A budget is a license to spend, a forecast is your roadmap to profitability
We need a mindset change. A mindset that says, “We are going to create an education services plan that drives companies results in one or all of the following four areas: direct sales from training, new product sales, upsells and cross sells, increases in net revenue retention.”
As Greg Crabtree describes in his book, Simple Numbers, Straight Talk, Big Profits!: 4 Keys to Unlock Your Business Potential, a budget is a license to spend, a forecast is your roadmap to profitability. What Crabtree means is, when you ask for a budget you are saying, I need a certain amount of money that I can spend, so I can do this job.
Spending comes first.
With a forecast however, you are saying, “I believe we can create training revenue (or product sales or upsells to existing customers, or net revenue retention) of X, Y, and Z, in January, February, and March. In order to deliver on that forecast, we will need expenses of A, B, and C. If we don’t achieve X in revenue, we will not spend B in expenses.”
Results drive the budget, not the other way around.
However, running education services as a profitable enterprise is not just about revenue and margins. It’s also about a mindset that creates a plan, makes a forecast, and develops the willingness to act on the plan to drive the company forward in four mains ways:
- Direct sale of training
- Product sales to new customers
- Upsells and cross-sells to existing customers
- Increased retention rates (more precisely, net revenue retention
Let’s discuss these four education services success drivers.
Direct sales from training
First, paid training programs clearly drive revenue through the direct sale of training offerings. However, what many organizations fail to realize is how significant this revenue stream really is.
One example of the direct revenue from training services comes from Elastic. Elastic reports that 91-93% of their revenue originates from the sale of their software. Naturally. This is how software companies generate the majority of their revenue.
However, they share that the other 7-9% stems from professional service offerings, of which Elastic states primarily consists of training.
Therefore, Elastic demonstrates that the sale of training services can be a significant source of revenue for companies. Significant enough that they mention it in their SEC filings.
Product sales to new customers
Many new customers struggle to successfully implement new software, and 22% of all reported problems to successful software implementation are people-related or linked to user adoption. This problem could be eliminated with effective education strategies that guide a company’s transition into the use of a new software in order to familiarize employees with the software and teach them how to make the most of it.
Training is essential when considering implementing any new technology—every new software adopted by a company is going to require training so the employees can use it.
According to Infopro Learning, training promotes user adoption in a couple major ways. First, training builds confidence—employees who feel confident in their ability to use a system are more likely to do so.

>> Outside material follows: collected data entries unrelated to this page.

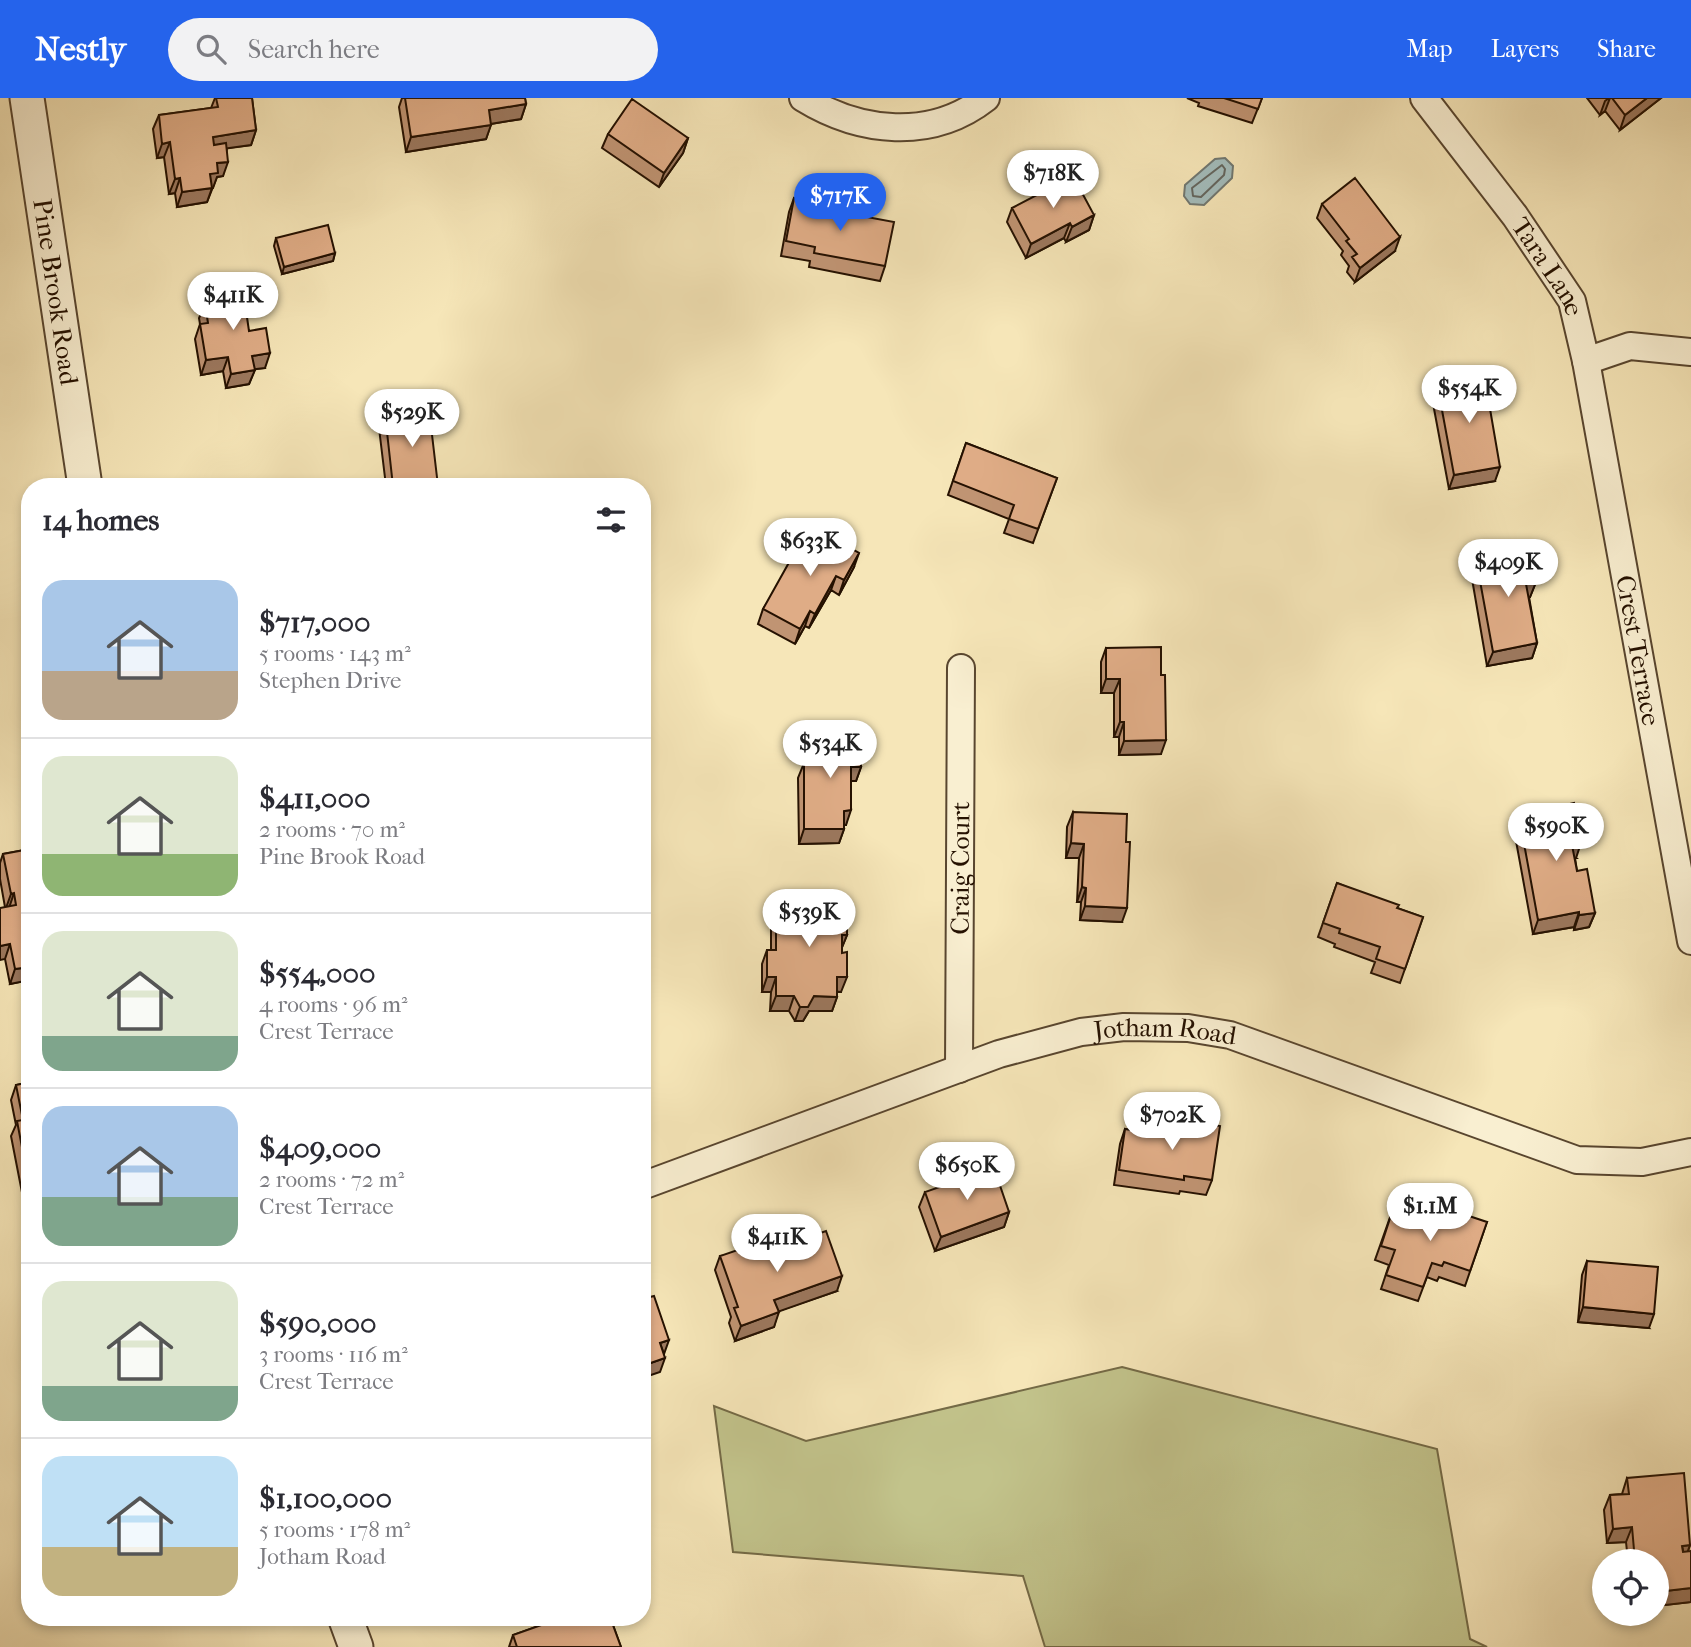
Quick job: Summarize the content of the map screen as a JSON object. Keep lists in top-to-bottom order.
{
  "streets": {
    "street": [
      "Tara Lane",
      "Pine Brook Road",
      "Crest Terrace",
      "Craig Court",
      "Jotham Road"
    ]
  },
  "crossings": [
    ["Tara Lane", "Crest Terrace"],
    ["Craig Court", "Jotham Road"]
  ],
  "page": {
    "header": "Nestly",
    "search": "Search here",
    "nav": ["Map", "Layers", "Share"],
    "price": [
      "$718K",
      "$717K",
      "$411K",
      "$554K",
      "$529K",
      "$633K",
      "$409K",
      "$534K",
      "$590K",
      "$539K",
      "$702K",
      "$650K",
      "$1.1M",
      "$411K"
    ],
    "heading": "14 homes",
    "list": [
      {
        "name": "$717,000",
        "note": "5 rooms · 143 m² · Stephen Drive"
      },
      {
        "name": "$411,000",
        "note": "2 rooms · 70 m² · Pine Brook Road"
      },
      {
        "name": "$554,000",
        "note": "4 rooms · 96 m² · Crest Terrace"
      },
      {
        "name": "$409,000",
        "note": "2 rooms · 72 m² · Crest Terrace"
      },
      {
        "name": "$590,000",
        "note": "3 rooms · 116 m² · Crest Terrace"
      },
      {
        "name": "$1,100,000",
        "note": "5 rooms · 178 m² · Jotham Road"
      }
    ]
  }
}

A recent survey by Really Simple Systems found that 45% of participants reported using less than half of their system’s functionality. Giving employees time to practice using a new system will give them a deeper understanding of the program before they must implement it.
Training also highlights the solutions the software is supposed to deliver. Software is implemented by companies in order to solve an issue the company is trying to fix. Training gives the opportunity for users to fully comprehend the ways in which the software is supposed to aid in their daily lives—users are more likely to adopt new systems if they recognize how it will benefit them.
Employees that have never heard of a particular software product are the most likely to resist adoption because they do not understand how it will benefit them. By supporting these users and exposing them to the new technologies, they can better understand the purpose of the software and advocate for its implementation.
Additionally, providing training to new customers increases their chances of recommending the software to others, helping companies gain more new customers. In fact, a study from CX Solutions found that proactively providing your customers information on how to get the most out of your products creates a 32% average lift to repurchase or recommend the product.
Upsells and cross sells
Customer training has proven to be extremely beneficial for boosting customer success, making customers much more likely to expand through upsells and cross sells. In this way, education services can indirectly drive a significant amount of revenue for organizations.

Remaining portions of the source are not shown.